Yo recibía la instrucción, por parte del cuerpo de psicólogos de la clínica, de no dejar “hablar mucho a don Esteban en las sesiones”; cuestión que me extrañaba cuando sabemos que, justamente, lo importante de un tratamiento es lo que el paciente tiene que decir. Era fácil notar que la desesperación de mis colegas para con don Esteban no era compartida por mí. Quizás influyeron muchas cosas, como el genuino gusto que para mí representaba escuchar la poesía que se le escapaba incluso cuando maldecía con esa voz grave que hacía retumbar la clínica; o tal vez el simple hecho de que yo era el único elemento del personal que le hablaba de “usted”. Don Esteban también notaba nuestra buena relación, llegando a solicitarme en varias ocasiones, que fuera yo quien lo atendiera en psicoterapia individual. A mí también me habría gustado hacerlo, pero nunca le informé mi sentir (clínicamente hablando eso fue lo mejor). Pero sí cedí a la transferencia que con él se estableció de maneras ingeniosas, y siempre “consciente” de lo que estaba pasando. Llegué a regalarle algunas ediciones de una publicación mensual por la que compartíamos el gusto. Cuando iba por la mía, ahora tomaba una también para él.

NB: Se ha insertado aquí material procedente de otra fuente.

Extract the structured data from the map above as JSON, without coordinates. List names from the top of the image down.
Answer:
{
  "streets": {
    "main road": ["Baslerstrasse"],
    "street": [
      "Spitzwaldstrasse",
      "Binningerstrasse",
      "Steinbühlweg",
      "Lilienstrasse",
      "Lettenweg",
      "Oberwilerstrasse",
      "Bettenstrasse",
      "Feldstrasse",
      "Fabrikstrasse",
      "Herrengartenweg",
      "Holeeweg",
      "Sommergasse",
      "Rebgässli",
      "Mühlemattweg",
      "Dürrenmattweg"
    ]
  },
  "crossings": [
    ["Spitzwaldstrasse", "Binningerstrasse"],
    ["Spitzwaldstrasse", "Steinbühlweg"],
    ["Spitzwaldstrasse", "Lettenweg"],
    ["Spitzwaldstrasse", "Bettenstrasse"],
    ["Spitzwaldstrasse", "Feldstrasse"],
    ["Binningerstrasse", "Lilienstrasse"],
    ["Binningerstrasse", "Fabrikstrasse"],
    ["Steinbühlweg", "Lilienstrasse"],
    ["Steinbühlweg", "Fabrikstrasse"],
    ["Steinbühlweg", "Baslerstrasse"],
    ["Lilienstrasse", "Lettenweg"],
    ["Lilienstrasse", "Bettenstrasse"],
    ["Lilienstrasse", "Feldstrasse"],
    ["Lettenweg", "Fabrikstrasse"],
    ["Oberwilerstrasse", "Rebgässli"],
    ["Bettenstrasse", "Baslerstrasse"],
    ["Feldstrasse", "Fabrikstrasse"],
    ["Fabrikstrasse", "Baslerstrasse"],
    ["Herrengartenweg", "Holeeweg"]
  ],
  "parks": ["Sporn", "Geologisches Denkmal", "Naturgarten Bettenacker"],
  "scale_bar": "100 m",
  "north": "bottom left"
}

¿Qué es un psicótico y qué implican las relaciones con él?; sé que es imposible definir a todos los psicóticos a partir de este caso particular, pero también sé que ese objetivo no es de mi interés. Lo único que descubrí, aunque suene duro decirlo, en el trato con don Esteban (y con algunos otros psicóticos), fue que, después de todo, es una persona y no un diagnóstico; que tiene mucho qué decir y que no siempre estamos dispuestos a escucharlo, y puedo decir también que el trato con su humor, con sus berrinches, con sus reclamos, con sus tristezas, me hacía pensar, y aún hoy lo hace, en la nocividad de los diagnósticos psiquiátricos cuando se rebaza su genuina utilidad, la cual tendría que limitarse, únicamente,  a ser un punto de partida para la elaboración de un tratamiento; y no significar el pretexto sublimado que seres infames con bata blanca encuentran para saldar sus carencias personales.

“No me gusta hablar con personas que no se soportan a sí mismas”, me dijo; y creo que lo entendí.

Hasta el próximo jueves.


Psic. Juan José Ricárdez.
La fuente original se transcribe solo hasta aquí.